I need to count the number of active benefits broken out over time. Counting events that happen on a single date is very straight forward but counting things that have a start and an end date are proving to be very difficult in an OLAP cube in Analysis Services.
What I am looking for is something like this:
Sample benefits:
So the 2X1 would be counted 09Q1 through 10Q1 and the 3A1 would be counted for 08Q3 through 09Q3. Ideally when rolled up to the year level the 2X1 from my example would count in 2009 and 2010 because it was active in both years.

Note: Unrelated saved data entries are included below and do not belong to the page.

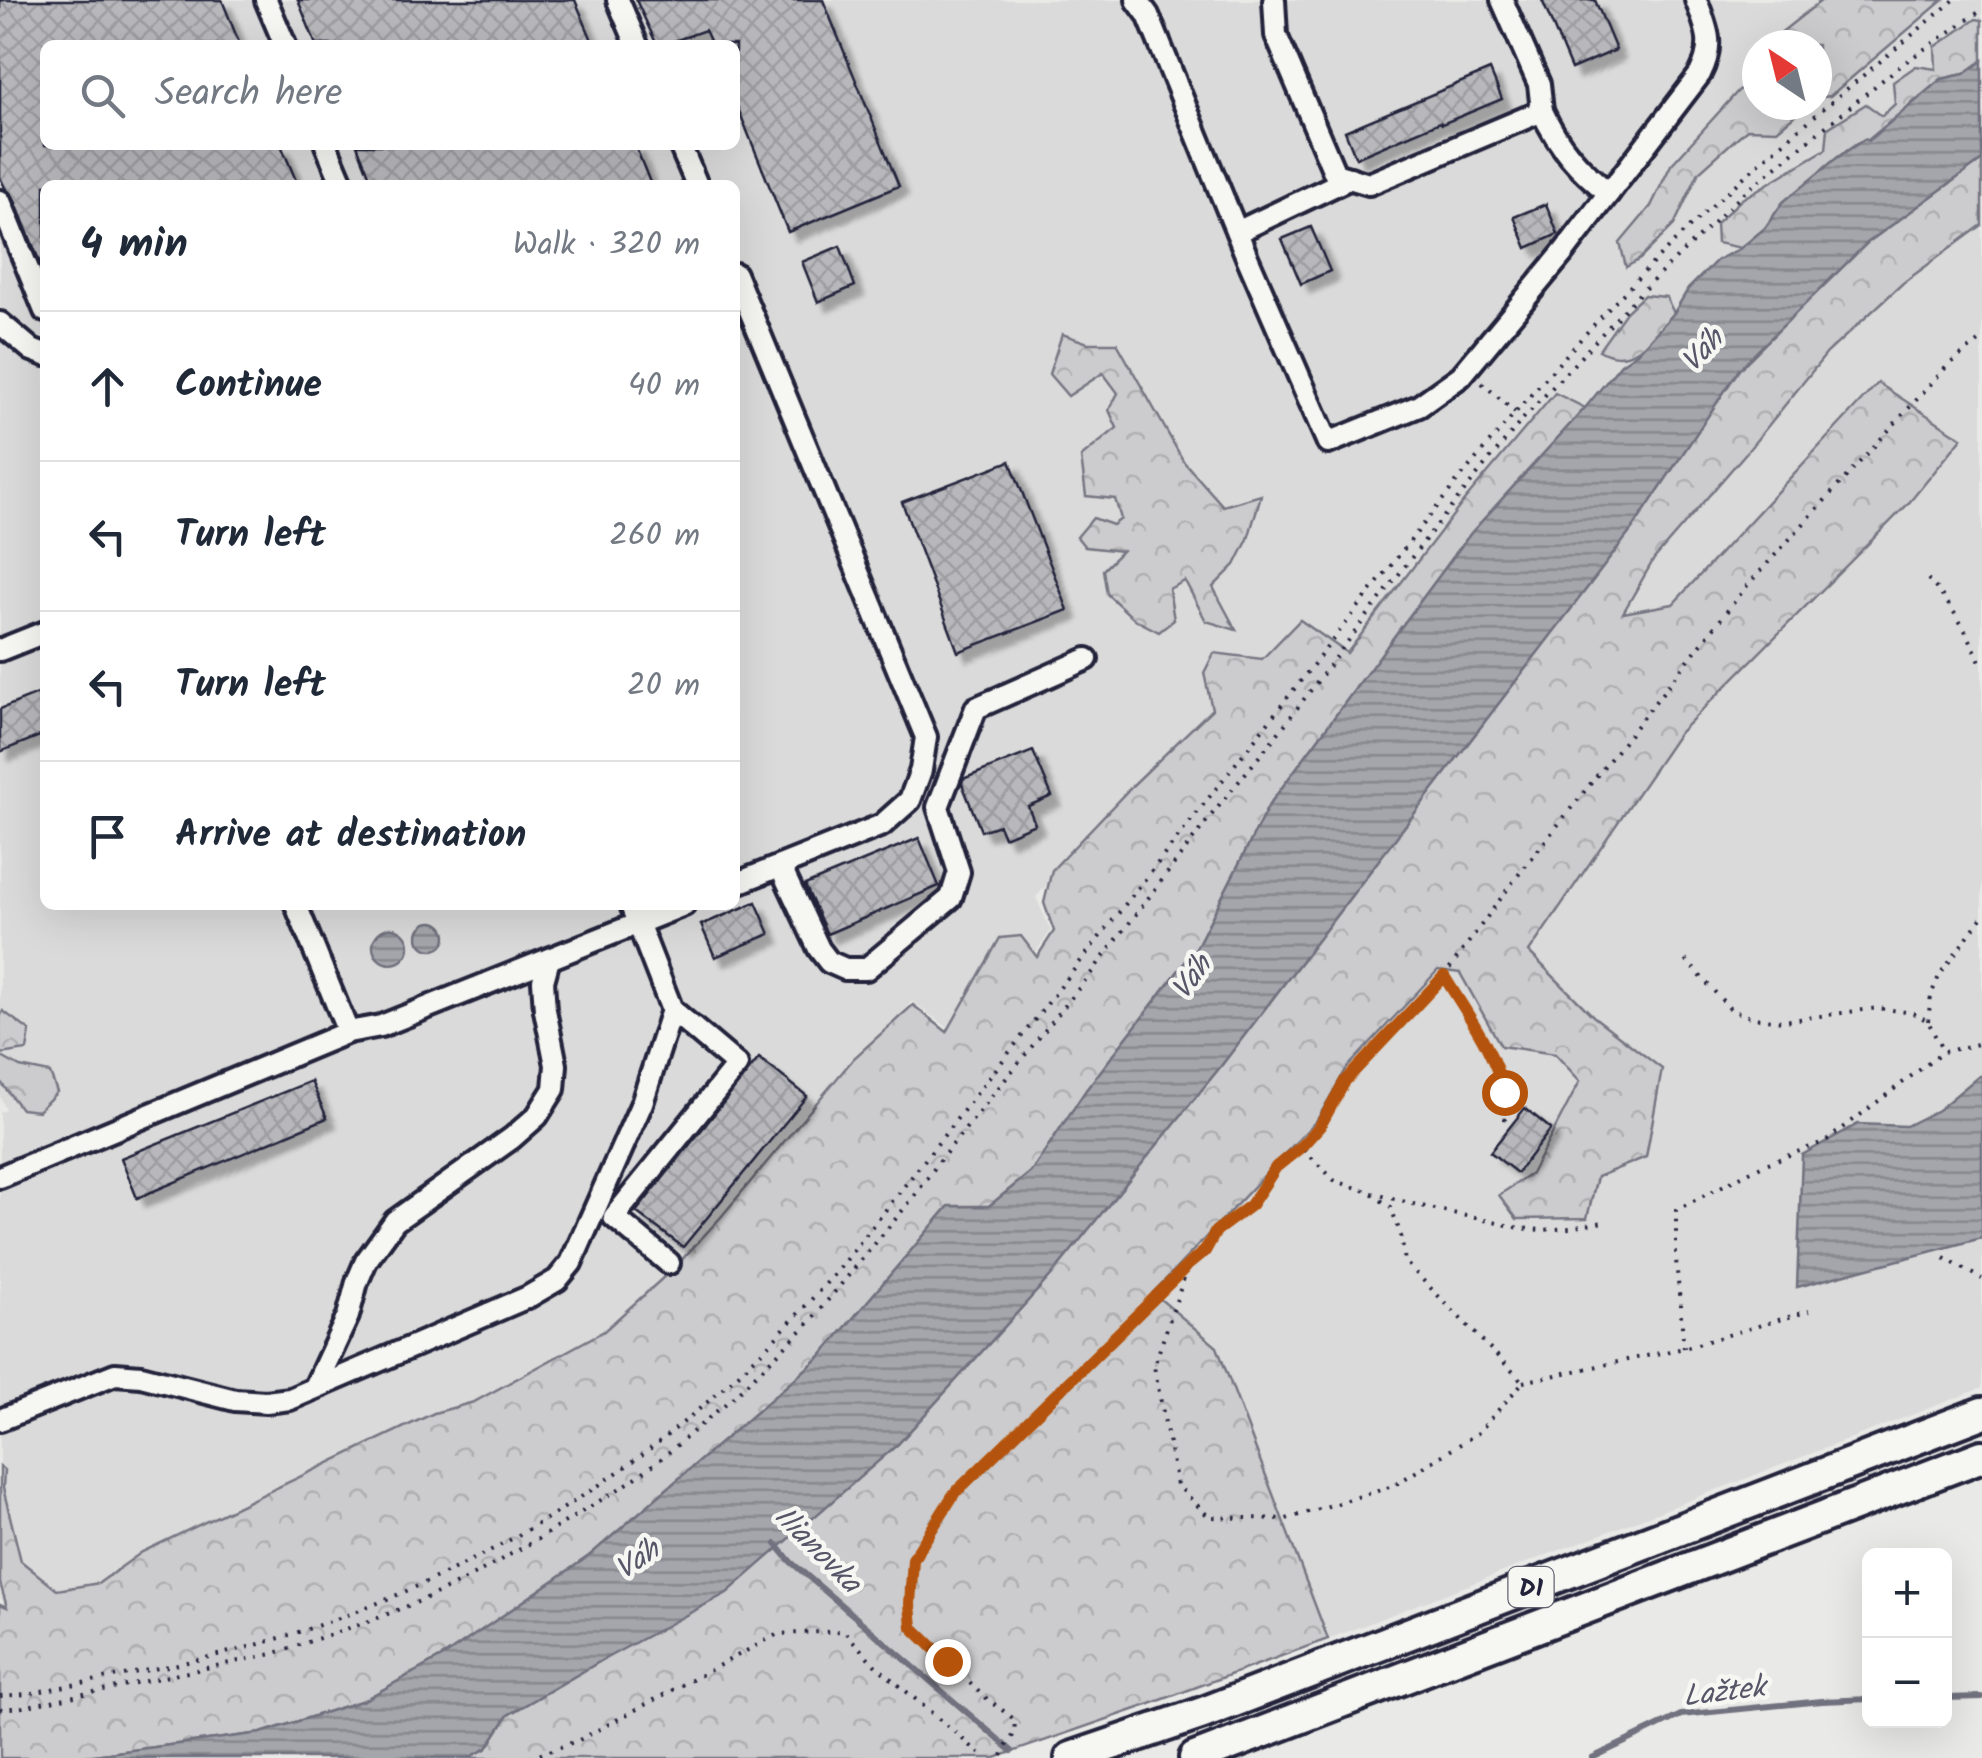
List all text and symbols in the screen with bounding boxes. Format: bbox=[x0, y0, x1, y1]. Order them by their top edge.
north arrow bbox=[1742, 30, 1832, 120]
search box bbox=[40, 40, 740, 150]
text: Search here bbox=[155, 65, 342, 125]
icon: search bbox=[75, 68, 130, 123]
text: 4 min bbox=[80, 212, 188, 279]
text: Walk · 320 m bbox=[513, 220, 700, 271]
water label: Váh bbox=[1670, 316, 1739, 385]
text: Continue bbox=[175, 356, 322, 416]
icon: ahead bbox=[80, 359, 135, 414]
text: 40 m bbox=[628, 361, 700, 412]
text: Turn left bbox=[175, 506, 326, 566]
icon: left bbox=[80, 509, 135, 564]
text: 260 m bbox=[609, 511, 700, 562]
text: Turn left bbox=[175, 656, 326, 716]
icon: left bbox=[80, 659, 135, 714]
text: 20 m bbox=[627, 661, 700, 712]
text: Arrive at destination bbox=[175, 806, 526, 866]
icon: arrive bbox=[80, 809, 135, 864]
water label: Váh bbox=[1160, 943, 1227, 1011]
route start bbox=[1482, 1070, 1528, 1116]
water label: Ilianovka bbox=[761, 1495, 873, 1607]
water label: Váh bbox=[605, 1526, 673, 1594]
map controls bbox=[1862, 1548, 1952, 1728]
button: + bbox=[1862, 1548, 1952, 1638]
road number: D1 bbox=[1508, 1567, 1554, 1607]
button: − bbox=[1862, 1638, 1952, 1728]
route end bbox=[925, 1639, 971, 1685]
water label: Lažtek bbox=[1680, 1664, 1772, 1722]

Another example of how we want to use this is: we get a report from the county that compares active benefits from year to year for the same quarter. Management wants me to duplicate this “report card” in our own systems so we can compare our numbers with the county's.

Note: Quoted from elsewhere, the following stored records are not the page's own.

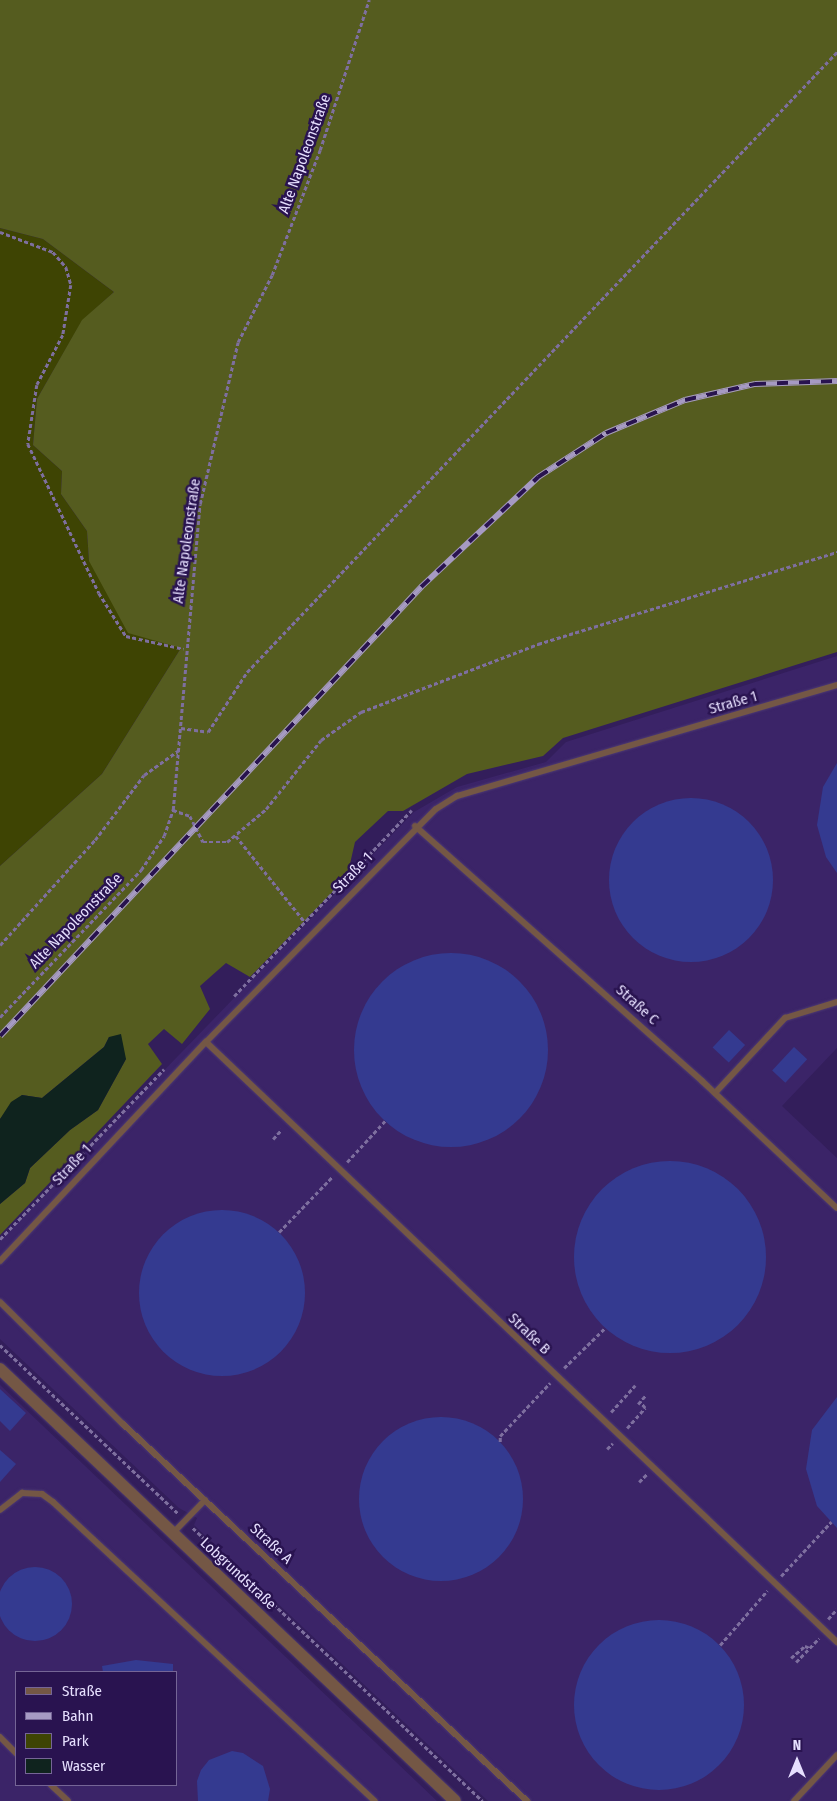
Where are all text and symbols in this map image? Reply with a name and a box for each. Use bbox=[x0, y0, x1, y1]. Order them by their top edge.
street label: Alte Napoleonstraße bbox=[275, 92, 335, 216]
street label: Alte Napoleonstraße bbox=[169, 477, 205, 605]
street label: Straße 1 bbox=[707, 688, 759, 718]
street label: Straße 1 bbox=[329, 849, 377, 897]
street label: Alte Napoleonstraße bbox=[26, 870, 126, 972]
street label: Straße C bbox=[612, 981, 662, 1029]
street label: Straße 1 bbox=[49, 1141, 95, 1189]
street label: Straße B bbox=[504, 1310, 554, 1358]
street label: Straße A bbox=[246, 1520, 296, 1568]
street label: Lobgrundstraße bbox=[196, 1534, 280, 1614]
legend bbox=[15, 1671, 178, 1786]
text: Straße bbox=[62, 1682, 102, 1700]
text: Bahn bbox=[62, 1707, 93, 1725]
text: Park bbox=[62, 1732, 89, 1750]
north arrow bbox=[772, 1736, 822, 1786]
text: N bbox=[793, 1737, 801, 1754]
text: Wasser bbox=[62, 1757, 105, 1775]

I have a factless degenerate fact table (FactBenefits) that I can link date (DimDate) on benefit start and/or end but that won’t let me count the number of active benefits for Q1 2009 only the number of benefits that start in Q1 2009.
FactBenefits
BenefitKey Int
StartDateKey Int
EndDateKey Int
*edit* ClientKey Int
StartDate Datetime
EndDate Datetime
Type Char(3)
Exists Bit
Is there some way to join the date dimension on my date range and roll up my counts into their various time buckets?
Thanks,
Michael Takos
Sound Mental Health
I work for a non-profit mental health org. Many of our clients get benefits from the county. These benefits last a year and then a new one is requested. They have different categories of benefit (2X1, 3A1, 3B1).

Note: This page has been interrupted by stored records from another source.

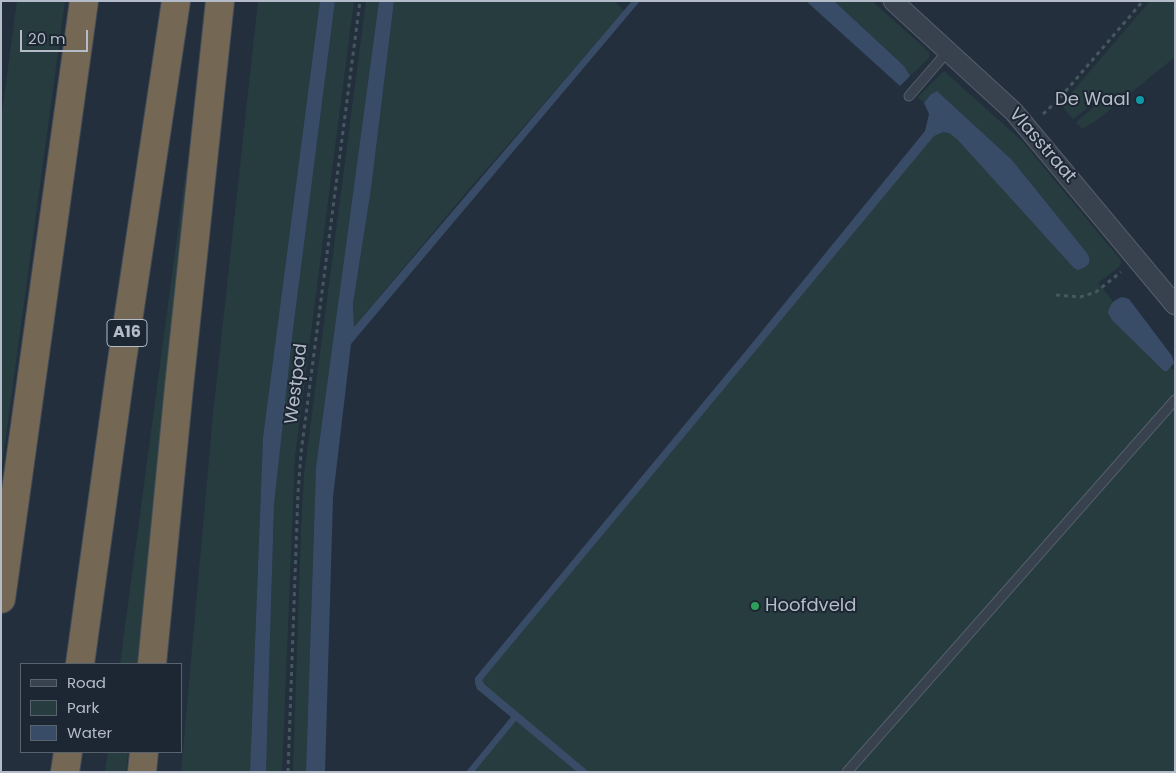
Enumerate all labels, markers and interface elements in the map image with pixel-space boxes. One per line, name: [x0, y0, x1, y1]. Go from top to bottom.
scale bar: [22, 20, 90, 52]
text: 20 m: [28, 28, 66, 49]
place label: De Waal: [1055, 89, 1130, 111]
marker: De Waal: [1134, 94, 1146, 106]
street label: Vlasstraat: [1004, 104, 1080, 188]
road number: A16: [107, 319, 147, 346]
street label: Westpad: [281, 342, 313, 426]
place label: Hoofdveld: [765, 595, 856, 617]
marker: Hoofdveld: [749, 600, 761, 612]
legend: [20, 663, 182, 753]
text: Road: [67, 672, 106, 693]
text: Park: [67, 697, 99, 718]
text: Water: [67, 722, 112, 743]

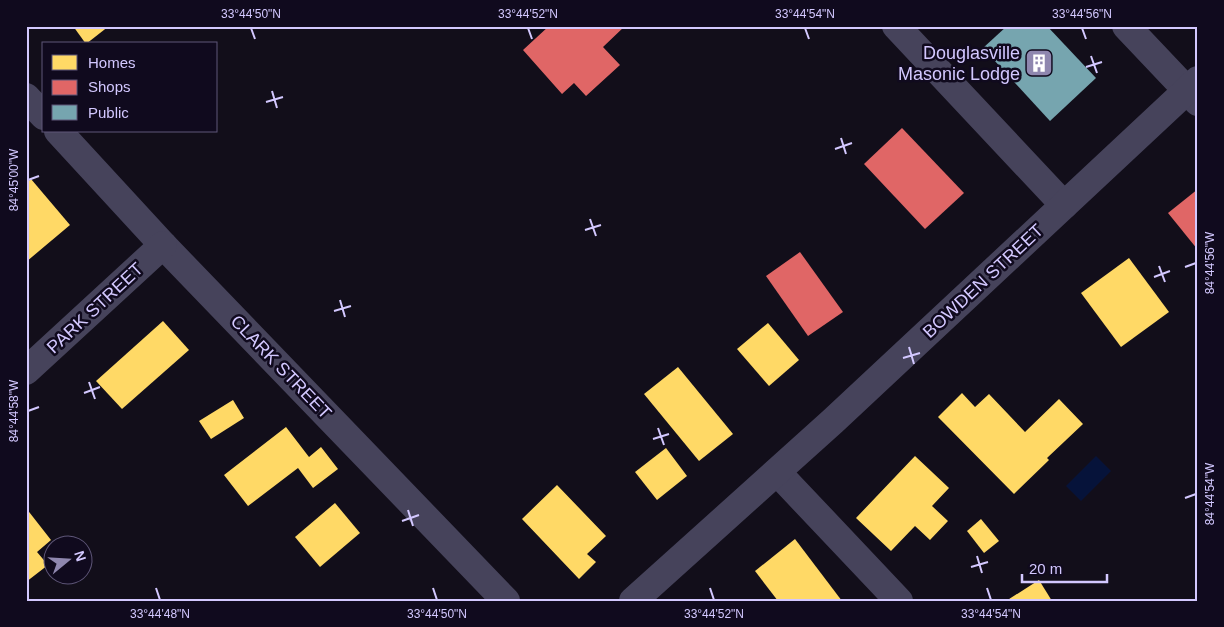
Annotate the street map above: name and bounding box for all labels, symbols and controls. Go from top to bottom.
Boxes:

I need to count the number of active benefits broken out over time. Counting events that happen on a single date is very straight forward but counting things that have a start and an end date are proving to be very difficult in an OLAP cube in Analysis Services.
What I am looking for is something like this:
2009 | |||
Q1 | Q2 | Q3 | |
2X1 active benefits | 130 | 125 | 160 |
3A1 active benefits | 46 | 55 | 55 |
3B1 active benefits | 23 | 23 | 23 |
Sample benefits:
Benefit_ID | Client_ID | Type | Start_Date | End_Date |
1234 | 3432 | 2X1 | 02/23/2009 | 02/22/2010 |
1235 | 2328 | 3A1 | 07/13/2008 | 07/12/2009 |
So the 2X1 would be counted 09Q1 through 10Q1 and the 3A1 would be counted for 08Q3 through 09Q3. Ideally when rolled up to the year level the 2X1 from my example would count in 2009 and 2010 because it was active in both years.
Another example of how we want to use this is: we get a report from the county that compares active benefits from year to year for the same quarter. Management wants me to duplicate this “report card” in our own systems so we can compare our numbers with the county's.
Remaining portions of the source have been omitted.